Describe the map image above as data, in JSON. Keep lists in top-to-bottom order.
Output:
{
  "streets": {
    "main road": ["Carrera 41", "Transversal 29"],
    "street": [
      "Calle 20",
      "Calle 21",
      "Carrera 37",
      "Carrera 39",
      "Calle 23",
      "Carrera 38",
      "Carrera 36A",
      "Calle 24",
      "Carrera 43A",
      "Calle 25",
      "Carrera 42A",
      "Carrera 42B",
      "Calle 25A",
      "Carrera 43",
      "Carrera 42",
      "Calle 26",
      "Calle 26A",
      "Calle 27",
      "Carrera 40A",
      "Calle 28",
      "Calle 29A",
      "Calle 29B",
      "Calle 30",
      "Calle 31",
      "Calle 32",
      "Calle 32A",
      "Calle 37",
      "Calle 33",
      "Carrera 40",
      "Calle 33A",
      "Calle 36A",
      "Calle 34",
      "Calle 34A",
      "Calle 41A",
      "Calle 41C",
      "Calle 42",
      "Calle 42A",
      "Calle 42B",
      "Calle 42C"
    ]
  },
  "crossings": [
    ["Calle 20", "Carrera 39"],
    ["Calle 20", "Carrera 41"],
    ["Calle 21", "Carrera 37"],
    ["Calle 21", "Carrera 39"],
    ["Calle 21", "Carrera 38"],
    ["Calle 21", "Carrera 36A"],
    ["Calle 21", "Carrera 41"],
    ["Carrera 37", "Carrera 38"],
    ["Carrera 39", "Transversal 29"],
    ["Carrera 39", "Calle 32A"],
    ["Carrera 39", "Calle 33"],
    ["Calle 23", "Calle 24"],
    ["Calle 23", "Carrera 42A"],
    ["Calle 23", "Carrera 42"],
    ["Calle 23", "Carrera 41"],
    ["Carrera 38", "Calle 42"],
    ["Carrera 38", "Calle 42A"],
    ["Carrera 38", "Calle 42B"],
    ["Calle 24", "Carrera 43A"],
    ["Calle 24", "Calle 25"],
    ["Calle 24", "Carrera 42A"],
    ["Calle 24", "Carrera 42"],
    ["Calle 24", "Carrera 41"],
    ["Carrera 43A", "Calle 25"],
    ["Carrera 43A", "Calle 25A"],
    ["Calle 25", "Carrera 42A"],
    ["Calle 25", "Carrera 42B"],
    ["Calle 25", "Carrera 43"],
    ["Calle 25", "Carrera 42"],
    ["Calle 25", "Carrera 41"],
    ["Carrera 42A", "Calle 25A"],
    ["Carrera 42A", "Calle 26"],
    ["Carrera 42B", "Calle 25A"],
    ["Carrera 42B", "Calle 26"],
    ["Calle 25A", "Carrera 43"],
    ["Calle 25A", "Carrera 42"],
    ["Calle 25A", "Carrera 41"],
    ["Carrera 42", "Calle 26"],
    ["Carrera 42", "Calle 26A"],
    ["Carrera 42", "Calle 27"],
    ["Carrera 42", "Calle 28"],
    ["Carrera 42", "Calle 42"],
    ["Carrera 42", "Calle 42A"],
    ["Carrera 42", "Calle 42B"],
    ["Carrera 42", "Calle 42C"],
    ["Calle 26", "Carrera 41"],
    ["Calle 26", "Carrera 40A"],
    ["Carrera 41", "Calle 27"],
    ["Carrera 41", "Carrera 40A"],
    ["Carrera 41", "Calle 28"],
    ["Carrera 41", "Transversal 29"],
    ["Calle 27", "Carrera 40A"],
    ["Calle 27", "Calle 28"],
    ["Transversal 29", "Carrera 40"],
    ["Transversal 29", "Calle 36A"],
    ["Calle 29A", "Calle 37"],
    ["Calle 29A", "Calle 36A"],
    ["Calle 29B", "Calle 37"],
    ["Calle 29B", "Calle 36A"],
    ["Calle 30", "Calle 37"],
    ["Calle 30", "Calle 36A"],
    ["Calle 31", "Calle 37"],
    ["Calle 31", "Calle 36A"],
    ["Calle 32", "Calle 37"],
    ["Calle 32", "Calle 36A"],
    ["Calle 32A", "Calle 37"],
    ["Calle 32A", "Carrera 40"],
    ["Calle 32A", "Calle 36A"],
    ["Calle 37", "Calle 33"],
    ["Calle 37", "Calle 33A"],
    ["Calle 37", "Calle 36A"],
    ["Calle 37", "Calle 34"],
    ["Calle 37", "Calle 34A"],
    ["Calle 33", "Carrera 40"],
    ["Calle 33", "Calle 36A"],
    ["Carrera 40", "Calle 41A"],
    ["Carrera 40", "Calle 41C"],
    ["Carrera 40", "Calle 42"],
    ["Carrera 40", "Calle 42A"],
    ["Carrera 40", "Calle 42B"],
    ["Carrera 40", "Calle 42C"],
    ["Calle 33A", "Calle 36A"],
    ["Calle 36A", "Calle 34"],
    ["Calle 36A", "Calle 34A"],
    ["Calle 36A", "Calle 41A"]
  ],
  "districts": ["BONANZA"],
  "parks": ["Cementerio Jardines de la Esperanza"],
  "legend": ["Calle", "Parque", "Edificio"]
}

※

# REQUIRED ACTION
Go through the entries above and copy out every line that includes the word "Transversal".

# RESPONSE TO THIS EXERCISE
    "main road": ["Carrera 41", "Transversal 29"],
    ["Carrera 39", "Transversal 29"],
    ["Carrera 41", "Transversal 29"],
    ["Transversal 29", "Carrera 40"],
    ["Transversal 29", "Calle 36A"],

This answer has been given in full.